Items from a data source:
========

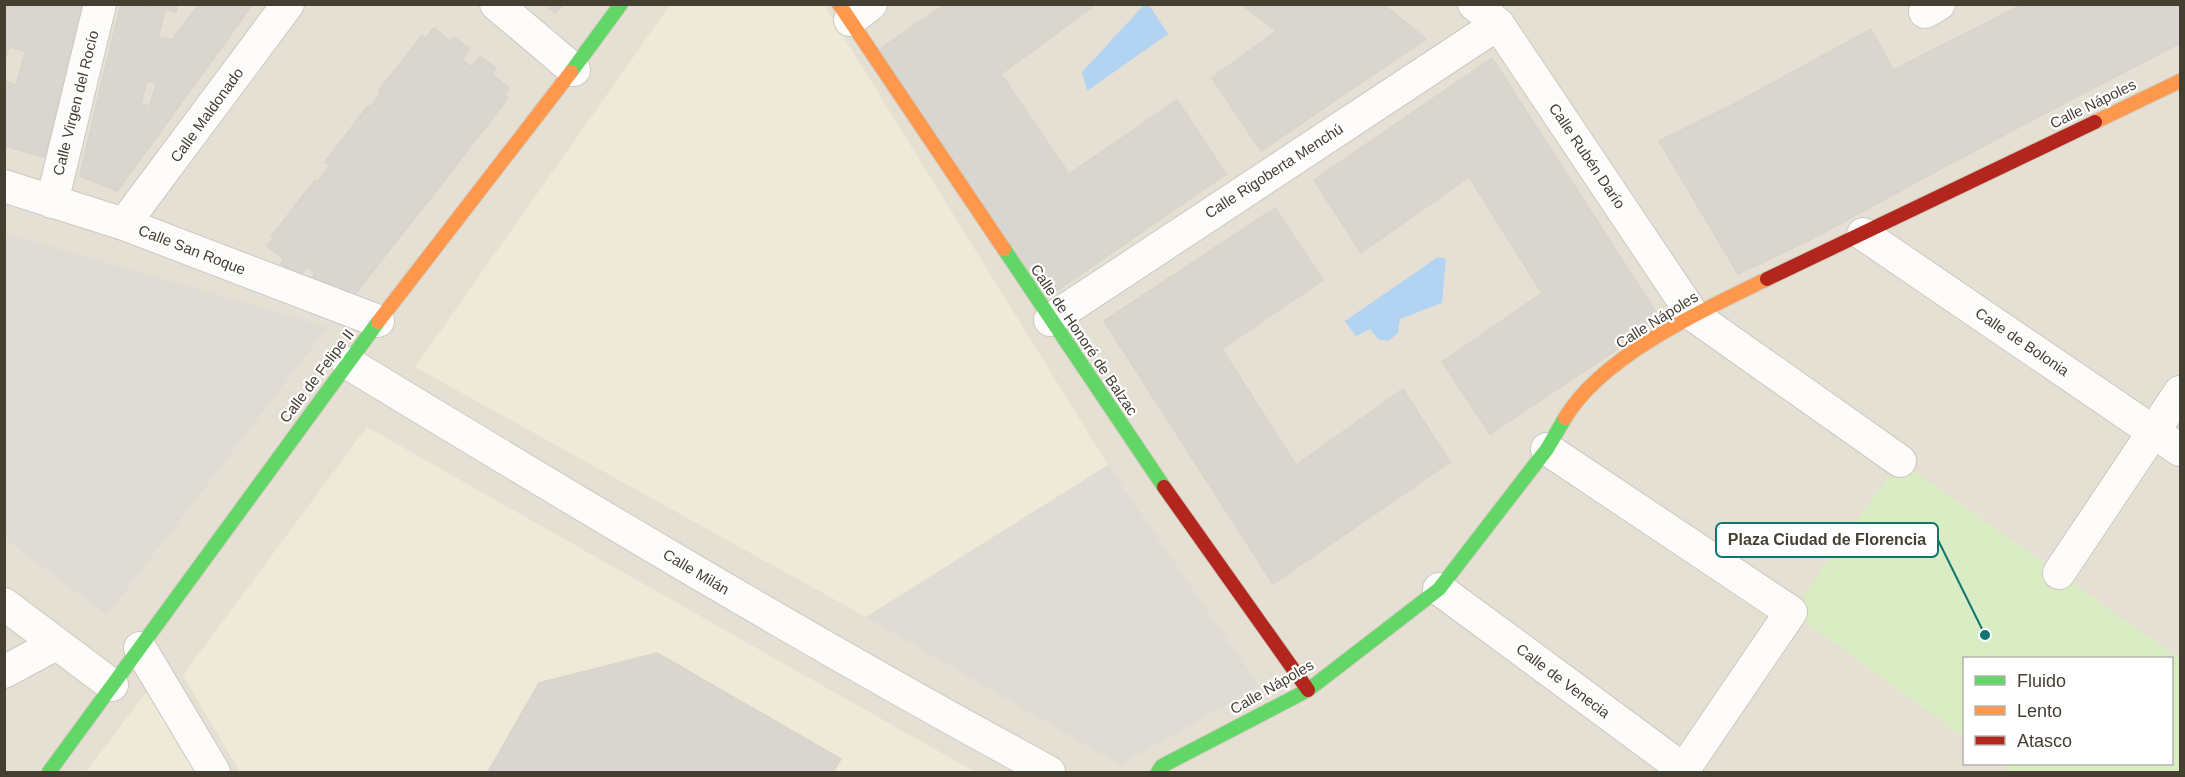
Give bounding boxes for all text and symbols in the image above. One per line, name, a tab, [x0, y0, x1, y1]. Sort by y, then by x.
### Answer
street label: Calle Virgen del Rocío	[49, 29, 102, 177]
street label: Calle Maldonado	[167, 64, 247, 165]
street label: Calle Nápoles	[2047, 75, 2138, 132]
street label: Calle Rubén Darío	[1546, 100, 1629, 212]
street label: Calle Rigoberta Menchú	[1202, 120, 1346, 222]
street label: Calle San Roque	[136, 221, 248, 278]
street label: Calle de Honoré de Balzac	[1027, 261, 1142, 419]
street label: Calle Nápoles	[1613, 288, 1701, 352]
street label: Calle de Bolonia	[1972, 304, 2073, 380]
street label: Calle de Felipe II	[276, 326, 357, 426]
callout: Plaza Ciudad de Florencia	[1716, 523, 1938, 557]
text: Plaza Ciudad de Florencia	[1728, 531, 1926, 548]
street label: Calle Milán	[660, 545, 732, 598]
street label: Calle de Venecia	[1513, 640, 1614, 722]
street label: Calle Nápoles	[1227, 656, 1316, 717]
legend	[1963, 657, 2173, 765]
text: Fluido	[2017, 671, 2066, 691]
text: Lento	[2017, 701, 2062, 721]
text: Atasco	[2017, 731, 2072, 751]

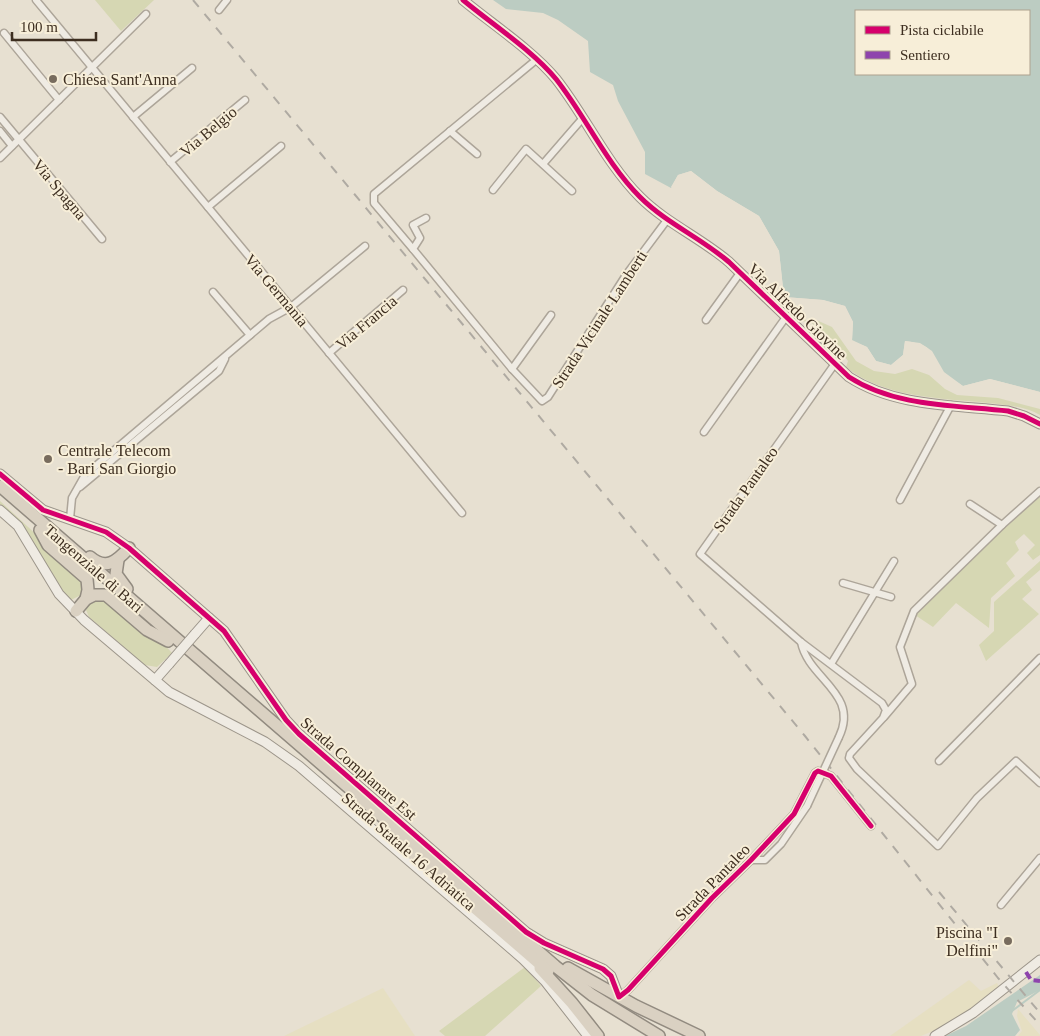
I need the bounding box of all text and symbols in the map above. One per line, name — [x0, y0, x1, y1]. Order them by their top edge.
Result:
scale bar — [12, 10, 96, 42]
legend — [855, 10, 1030, 75]
text: 100 m — [20, 19, 58, 35]
text: Pista ciclabile — [900, 22, 984, 38]
text: Sentiero — [900, 47, 950, 63]
place label: Chiesa Sant'Anna — [63, 71, 177, 88]
marker: Chiesa Sant'Anna — [47, 73, 59, 85]
street label: Via Belgio — [177, 103, 241, 161]
street label: Via Spagna — [29, 156, 90, 223]
street label: Strada Vicinale Lamberti — [549, 247, 651, 391]
street label: Via Germania — [241, 251, 312, 330]
street label: Via Alfredo Giovine — [745, 260, 851, 363]
street label: Via Francia — [332, 292, 400, 353]
place label: Centrale Telecom - Bari San Giorgio — [58, 442, 176, 478]
street label: Strada Pantaleo — [710, 443, 781, 535]
marker: Centrale Telecom - Bari San Giorgio — [42, 453, 54, 465]
street label: Tangenziale di Bari — [40, 521, 147, 617]
street label: Strada Complanare Est — [297, 714, 420, 824]
street label: Strada Statale 16 Adriatica — [339, 789, 479, 914]
street label: Strada Pantaleo — [672, 840, 753, 924]
place label: Piscina "I Delfini" — [936, 924, 998, 959]
marker: Piscina "I Delfini" — [1002, 935, 1014, 947]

========

EXERCISE REQUIREMENTS | Reading the records above, count the lines that include "Centrale" and say only how many.

RESPONSE TO THE TASK | 2